• **About this exercise**
Within the records, tally the lines that contain "Canello" and reply with that number only.

• **Recorded information**

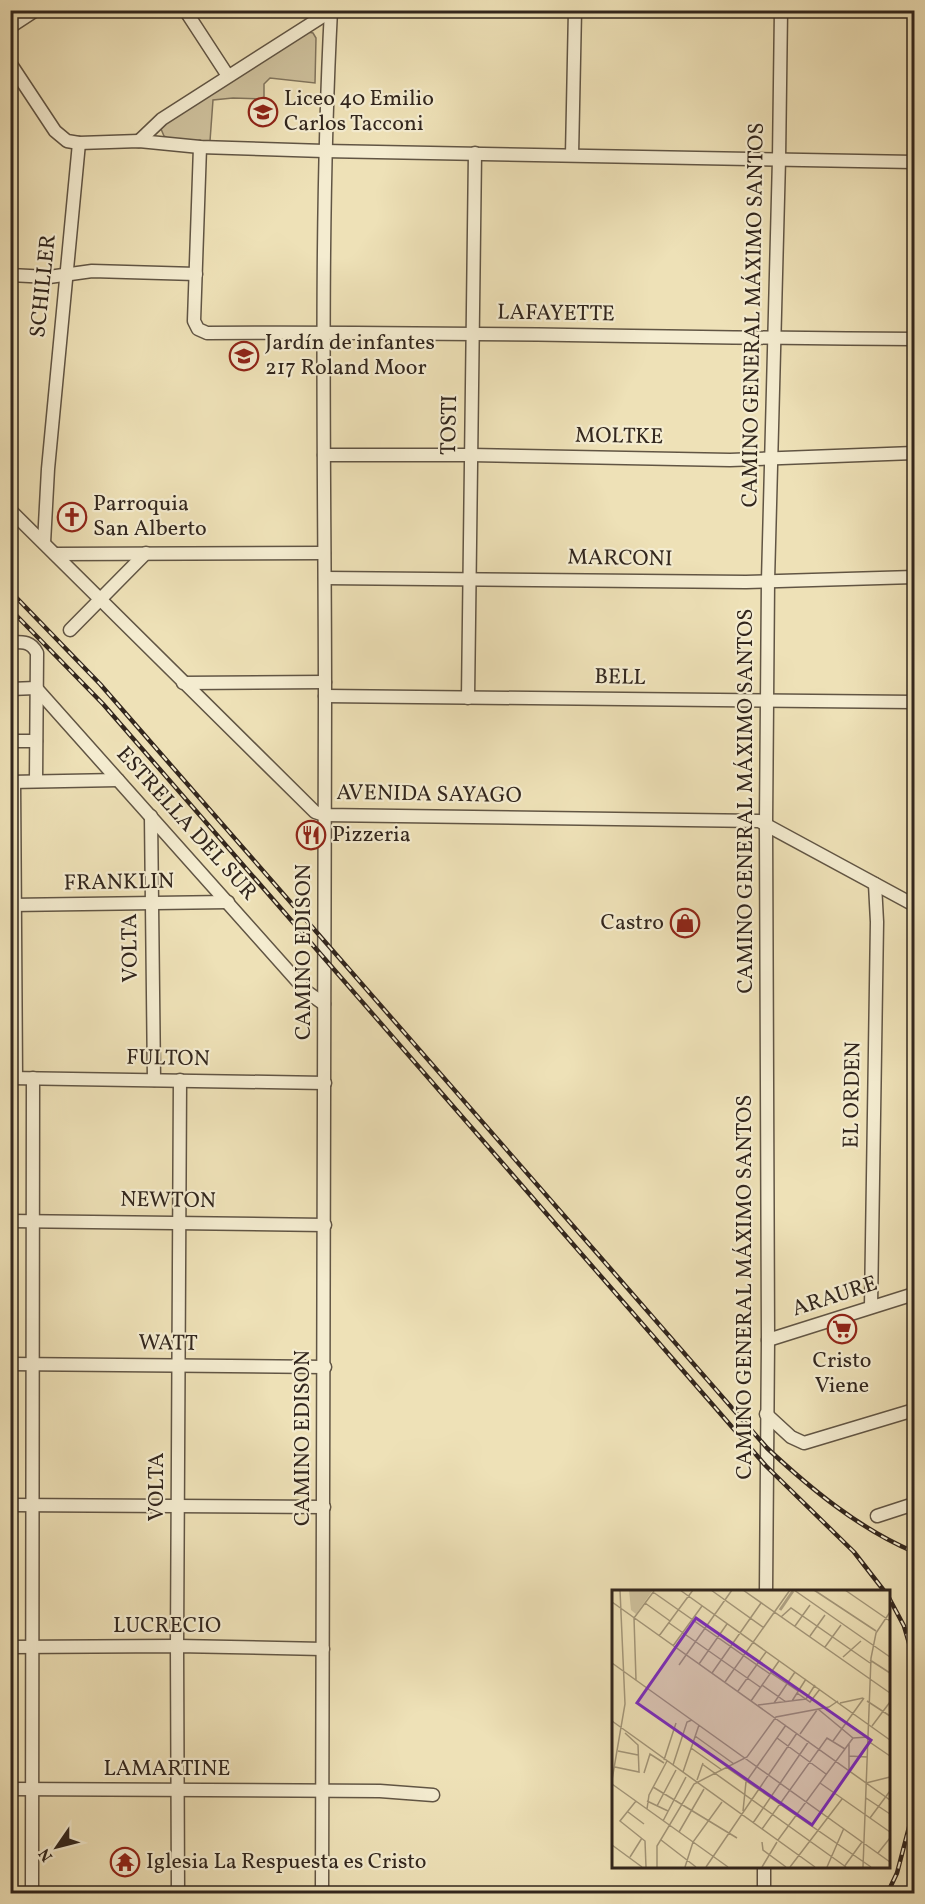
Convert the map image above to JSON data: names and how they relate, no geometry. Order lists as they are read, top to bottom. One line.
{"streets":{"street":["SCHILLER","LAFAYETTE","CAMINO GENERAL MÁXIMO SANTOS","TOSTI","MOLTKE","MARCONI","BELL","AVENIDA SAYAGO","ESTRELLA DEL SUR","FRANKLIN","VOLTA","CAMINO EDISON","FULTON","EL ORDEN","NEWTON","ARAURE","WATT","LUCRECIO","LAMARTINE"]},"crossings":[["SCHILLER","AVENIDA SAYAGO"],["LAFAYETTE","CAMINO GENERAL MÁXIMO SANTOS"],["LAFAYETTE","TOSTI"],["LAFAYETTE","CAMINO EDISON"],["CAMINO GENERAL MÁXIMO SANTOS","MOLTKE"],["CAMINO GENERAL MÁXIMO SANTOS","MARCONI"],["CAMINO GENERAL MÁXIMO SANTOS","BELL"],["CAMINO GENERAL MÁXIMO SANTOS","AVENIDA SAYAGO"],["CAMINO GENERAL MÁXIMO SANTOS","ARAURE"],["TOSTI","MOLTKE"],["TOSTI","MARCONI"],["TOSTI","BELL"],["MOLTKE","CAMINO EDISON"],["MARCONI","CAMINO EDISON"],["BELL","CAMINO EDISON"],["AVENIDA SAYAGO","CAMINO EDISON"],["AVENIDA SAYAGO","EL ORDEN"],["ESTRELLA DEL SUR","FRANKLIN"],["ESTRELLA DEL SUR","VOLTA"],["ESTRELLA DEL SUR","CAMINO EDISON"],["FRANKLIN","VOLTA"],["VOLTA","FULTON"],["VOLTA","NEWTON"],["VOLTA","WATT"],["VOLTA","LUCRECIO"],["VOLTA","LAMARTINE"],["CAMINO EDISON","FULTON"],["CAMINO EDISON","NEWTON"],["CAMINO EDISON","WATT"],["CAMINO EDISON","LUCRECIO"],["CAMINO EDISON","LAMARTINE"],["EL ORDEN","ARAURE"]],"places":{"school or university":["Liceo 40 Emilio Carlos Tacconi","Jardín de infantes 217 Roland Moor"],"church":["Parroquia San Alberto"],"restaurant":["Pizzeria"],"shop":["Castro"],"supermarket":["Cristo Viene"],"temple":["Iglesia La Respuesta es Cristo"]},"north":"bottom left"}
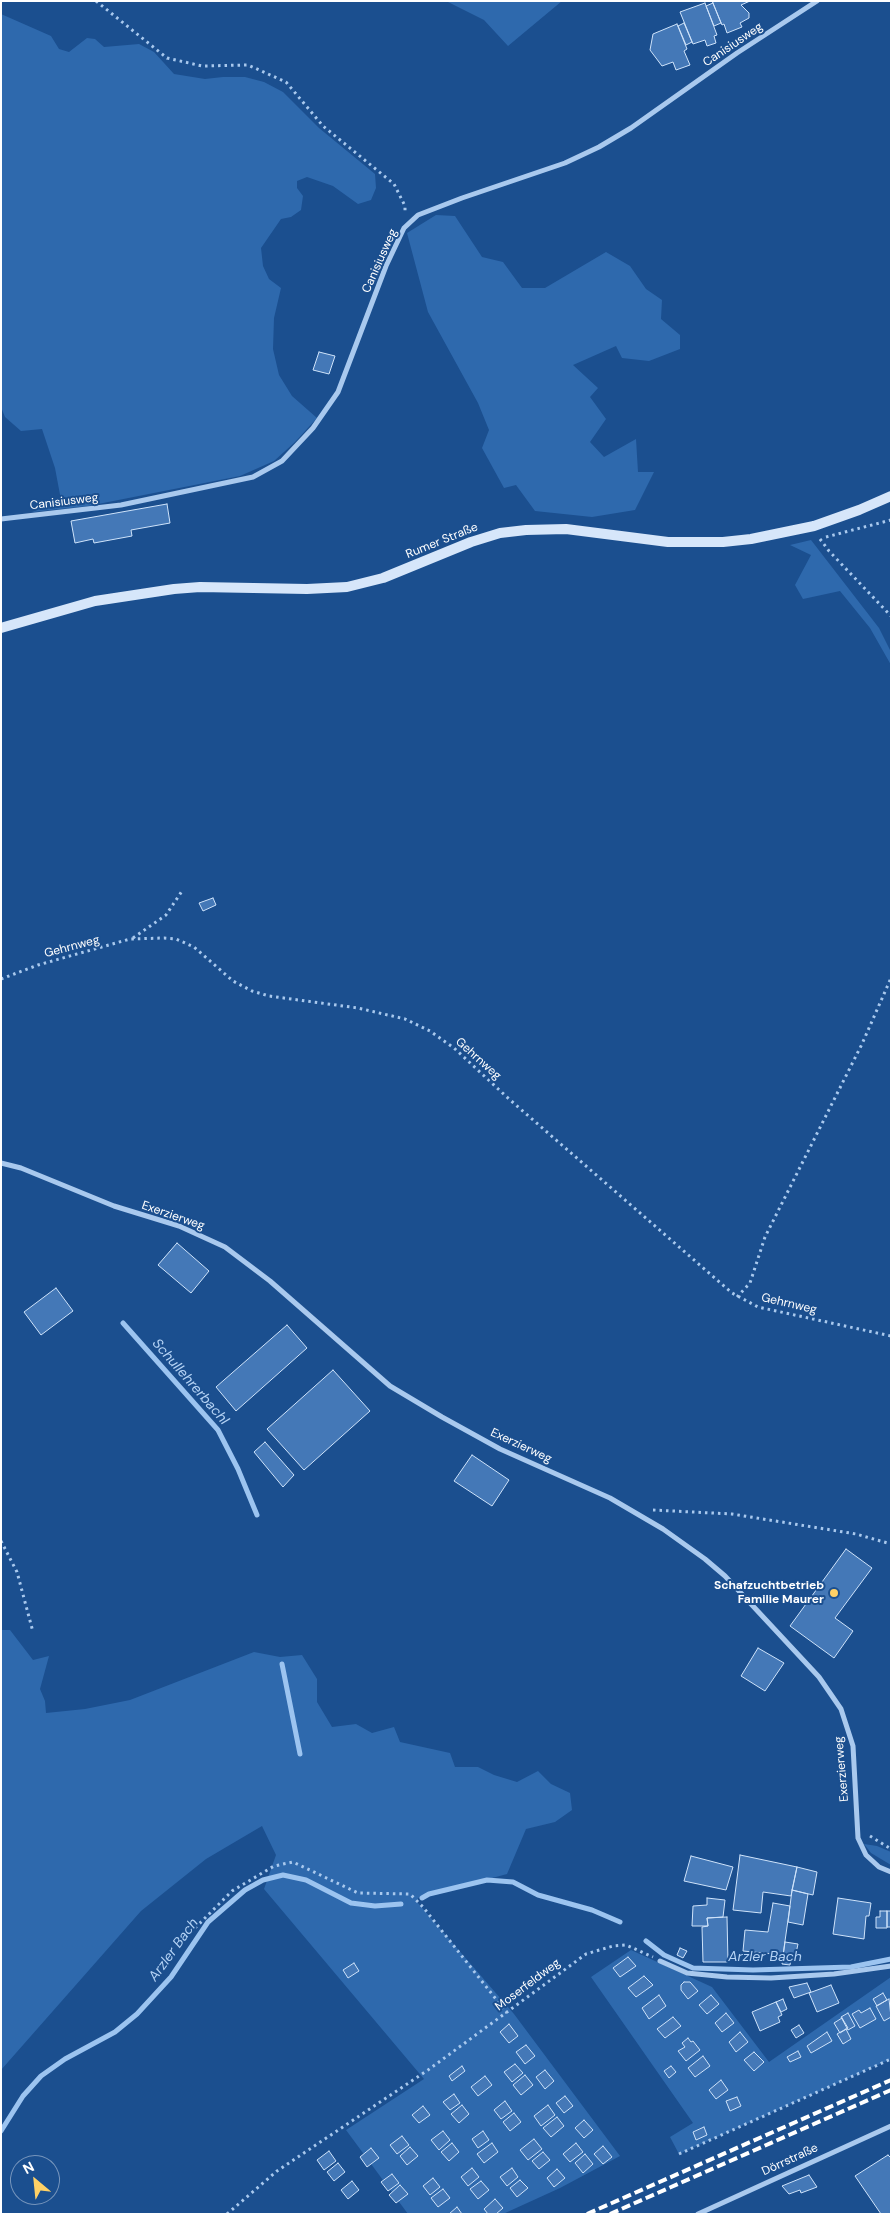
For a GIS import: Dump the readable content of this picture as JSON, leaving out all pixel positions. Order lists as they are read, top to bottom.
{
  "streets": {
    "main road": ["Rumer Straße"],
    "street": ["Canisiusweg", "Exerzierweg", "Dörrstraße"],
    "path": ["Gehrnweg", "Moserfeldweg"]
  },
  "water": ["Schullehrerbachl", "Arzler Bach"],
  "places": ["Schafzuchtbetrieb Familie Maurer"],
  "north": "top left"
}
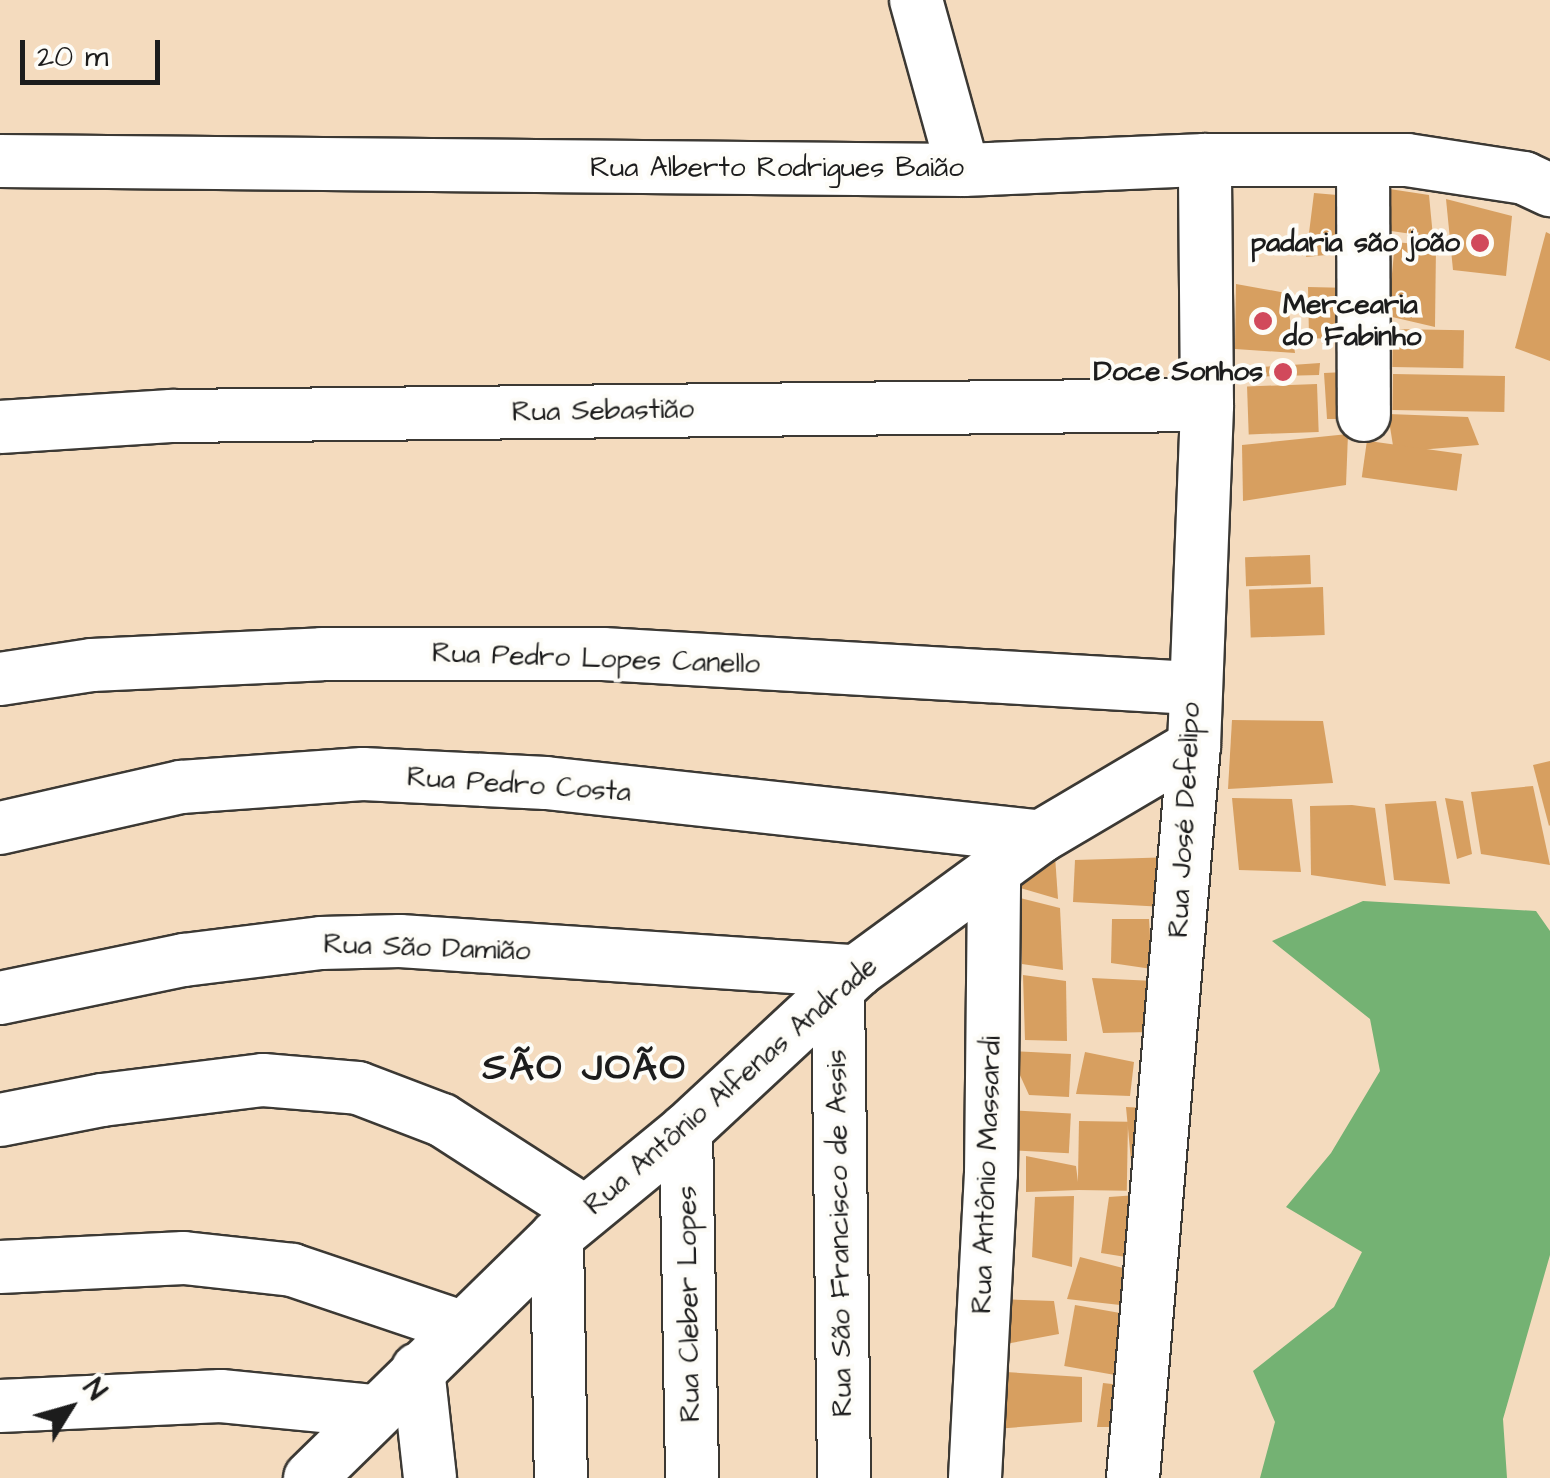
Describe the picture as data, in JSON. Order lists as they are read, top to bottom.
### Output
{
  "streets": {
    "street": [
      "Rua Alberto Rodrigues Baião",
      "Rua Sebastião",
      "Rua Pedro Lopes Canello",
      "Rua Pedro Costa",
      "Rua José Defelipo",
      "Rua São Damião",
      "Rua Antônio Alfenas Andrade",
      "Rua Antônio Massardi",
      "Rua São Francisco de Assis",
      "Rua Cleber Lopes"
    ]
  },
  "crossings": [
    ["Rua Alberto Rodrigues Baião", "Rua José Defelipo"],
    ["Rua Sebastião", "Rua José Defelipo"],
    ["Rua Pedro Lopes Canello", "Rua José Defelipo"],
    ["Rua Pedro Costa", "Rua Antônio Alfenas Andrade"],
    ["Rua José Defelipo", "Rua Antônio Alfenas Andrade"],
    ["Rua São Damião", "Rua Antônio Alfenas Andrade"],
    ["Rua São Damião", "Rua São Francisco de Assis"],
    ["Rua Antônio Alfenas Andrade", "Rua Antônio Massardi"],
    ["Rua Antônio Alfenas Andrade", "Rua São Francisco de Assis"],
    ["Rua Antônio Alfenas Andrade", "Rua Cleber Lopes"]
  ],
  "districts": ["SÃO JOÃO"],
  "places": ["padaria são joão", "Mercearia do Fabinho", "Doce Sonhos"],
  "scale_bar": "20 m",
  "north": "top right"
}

• **Exercise result**
2